Recorded information Start Marker

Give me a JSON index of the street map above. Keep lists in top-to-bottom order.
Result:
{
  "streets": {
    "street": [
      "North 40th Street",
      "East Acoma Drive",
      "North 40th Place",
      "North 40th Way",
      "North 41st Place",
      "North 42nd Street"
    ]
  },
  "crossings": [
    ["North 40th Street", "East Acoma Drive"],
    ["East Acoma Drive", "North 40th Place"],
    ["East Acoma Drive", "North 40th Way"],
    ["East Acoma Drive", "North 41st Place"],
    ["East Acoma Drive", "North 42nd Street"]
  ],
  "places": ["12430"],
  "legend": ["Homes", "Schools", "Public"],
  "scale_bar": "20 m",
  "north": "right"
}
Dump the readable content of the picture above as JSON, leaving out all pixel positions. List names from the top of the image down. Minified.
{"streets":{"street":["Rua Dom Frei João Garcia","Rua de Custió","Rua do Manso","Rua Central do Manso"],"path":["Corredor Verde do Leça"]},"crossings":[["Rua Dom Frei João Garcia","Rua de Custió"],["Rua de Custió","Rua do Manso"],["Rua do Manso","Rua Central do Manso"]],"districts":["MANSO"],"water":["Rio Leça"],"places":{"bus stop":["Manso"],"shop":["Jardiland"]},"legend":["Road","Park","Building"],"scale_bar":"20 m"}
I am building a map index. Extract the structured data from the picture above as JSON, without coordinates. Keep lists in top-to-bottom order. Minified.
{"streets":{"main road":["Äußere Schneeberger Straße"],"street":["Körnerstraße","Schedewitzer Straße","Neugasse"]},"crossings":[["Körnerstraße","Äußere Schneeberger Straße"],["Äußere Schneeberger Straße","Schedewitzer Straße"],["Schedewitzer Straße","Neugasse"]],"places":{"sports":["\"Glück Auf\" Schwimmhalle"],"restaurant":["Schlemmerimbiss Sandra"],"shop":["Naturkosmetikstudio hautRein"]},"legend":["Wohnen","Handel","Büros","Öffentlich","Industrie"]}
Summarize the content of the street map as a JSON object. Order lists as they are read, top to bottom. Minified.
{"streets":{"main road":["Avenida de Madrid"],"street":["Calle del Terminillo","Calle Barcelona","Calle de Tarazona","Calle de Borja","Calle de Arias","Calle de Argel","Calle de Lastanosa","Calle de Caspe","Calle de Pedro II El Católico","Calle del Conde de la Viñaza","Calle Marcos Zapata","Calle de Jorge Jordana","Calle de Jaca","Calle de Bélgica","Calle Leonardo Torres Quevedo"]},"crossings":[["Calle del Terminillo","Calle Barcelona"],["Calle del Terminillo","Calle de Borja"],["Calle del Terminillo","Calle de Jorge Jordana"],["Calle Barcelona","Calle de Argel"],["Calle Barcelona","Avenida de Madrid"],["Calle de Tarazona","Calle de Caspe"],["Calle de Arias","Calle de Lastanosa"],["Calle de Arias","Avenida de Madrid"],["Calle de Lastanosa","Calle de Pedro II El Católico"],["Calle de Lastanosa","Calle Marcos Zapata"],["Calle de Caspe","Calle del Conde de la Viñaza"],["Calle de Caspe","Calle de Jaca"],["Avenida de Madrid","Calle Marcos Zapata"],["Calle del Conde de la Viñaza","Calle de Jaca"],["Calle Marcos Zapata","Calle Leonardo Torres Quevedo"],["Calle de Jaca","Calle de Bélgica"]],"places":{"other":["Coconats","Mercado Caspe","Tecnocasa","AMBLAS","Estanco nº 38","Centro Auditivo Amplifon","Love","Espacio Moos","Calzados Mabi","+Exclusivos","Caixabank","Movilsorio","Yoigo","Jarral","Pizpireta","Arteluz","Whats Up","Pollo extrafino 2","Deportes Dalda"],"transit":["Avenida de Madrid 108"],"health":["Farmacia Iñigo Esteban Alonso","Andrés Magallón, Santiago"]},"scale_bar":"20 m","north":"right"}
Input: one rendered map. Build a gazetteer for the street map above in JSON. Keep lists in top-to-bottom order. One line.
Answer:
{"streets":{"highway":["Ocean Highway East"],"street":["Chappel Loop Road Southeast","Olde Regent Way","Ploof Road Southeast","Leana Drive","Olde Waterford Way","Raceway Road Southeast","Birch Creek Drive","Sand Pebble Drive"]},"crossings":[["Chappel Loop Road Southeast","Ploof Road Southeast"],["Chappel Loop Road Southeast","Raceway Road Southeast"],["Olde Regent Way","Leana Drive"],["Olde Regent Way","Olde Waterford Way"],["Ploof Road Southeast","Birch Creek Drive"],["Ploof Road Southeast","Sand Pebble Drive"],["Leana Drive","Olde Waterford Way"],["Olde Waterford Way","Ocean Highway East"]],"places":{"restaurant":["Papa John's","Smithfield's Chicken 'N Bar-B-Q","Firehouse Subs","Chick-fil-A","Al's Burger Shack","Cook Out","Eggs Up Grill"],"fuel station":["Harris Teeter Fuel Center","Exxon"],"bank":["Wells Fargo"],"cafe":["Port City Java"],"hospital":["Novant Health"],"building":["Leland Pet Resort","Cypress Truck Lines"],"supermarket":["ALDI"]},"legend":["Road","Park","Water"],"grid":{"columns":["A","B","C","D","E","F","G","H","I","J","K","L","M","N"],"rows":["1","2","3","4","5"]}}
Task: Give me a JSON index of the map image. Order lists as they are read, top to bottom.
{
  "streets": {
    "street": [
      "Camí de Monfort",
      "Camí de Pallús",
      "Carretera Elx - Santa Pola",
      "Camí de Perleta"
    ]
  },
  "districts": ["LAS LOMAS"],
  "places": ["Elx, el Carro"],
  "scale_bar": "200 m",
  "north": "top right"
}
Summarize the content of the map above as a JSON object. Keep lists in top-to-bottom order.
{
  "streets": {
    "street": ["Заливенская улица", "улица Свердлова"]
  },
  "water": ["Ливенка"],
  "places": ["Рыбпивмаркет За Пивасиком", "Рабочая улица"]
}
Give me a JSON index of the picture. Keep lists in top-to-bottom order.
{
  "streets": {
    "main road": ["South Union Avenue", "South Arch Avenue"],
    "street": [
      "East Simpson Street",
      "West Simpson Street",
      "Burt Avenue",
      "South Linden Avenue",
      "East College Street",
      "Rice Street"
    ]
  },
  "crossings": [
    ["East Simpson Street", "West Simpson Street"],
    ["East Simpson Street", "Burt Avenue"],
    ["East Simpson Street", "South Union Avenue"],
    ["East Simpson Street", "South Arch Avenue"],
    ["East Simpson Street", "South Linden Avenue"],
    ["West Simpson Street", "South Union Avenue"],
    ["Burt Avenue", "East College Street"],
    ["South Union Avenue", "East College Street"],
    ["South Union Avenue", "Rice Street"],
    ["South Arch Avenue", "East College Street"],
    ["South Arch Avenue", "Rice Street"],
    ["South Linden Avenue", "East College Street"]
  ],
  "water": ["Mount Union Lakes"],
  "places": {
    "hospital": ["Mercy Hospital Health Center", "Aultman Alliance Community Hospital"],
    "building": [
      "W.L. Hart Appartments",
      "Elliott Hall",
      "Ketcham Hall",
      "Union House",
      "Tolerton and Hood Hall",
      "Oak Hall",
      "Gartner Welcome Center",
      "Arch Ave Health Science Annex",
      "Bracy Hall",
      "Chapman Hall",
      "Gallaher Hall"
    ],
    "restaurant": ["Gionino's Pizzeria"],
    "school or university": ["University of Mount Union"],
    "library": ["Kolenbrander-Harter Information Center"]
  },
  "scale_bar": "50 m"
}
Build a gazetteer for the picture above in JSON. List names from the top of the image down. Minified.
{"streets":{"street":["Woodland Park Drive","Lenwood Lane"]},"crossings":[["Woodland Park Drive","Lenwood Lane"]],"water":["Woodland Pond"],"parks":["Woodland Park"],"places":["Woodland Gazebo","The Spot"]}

Recorded information End Marker

§ What is required:
Reproduce each line of the material that mentions "picture".

§ Solution for this task:
Dump the readable content of the picture above as JSON, leaving out all pixel positions. List names from the top of the image down. Minified.
I am building a map index. Extract the structured data from the picture above as JSON, without coordinates. Keep lists in top-to-bottom order. Minified.
Give me a JSON index of the picture. Keep lists in top-to-bottom order.
Build a gazetteer for the picture above in JSON. List names from the top of the image down. Minified.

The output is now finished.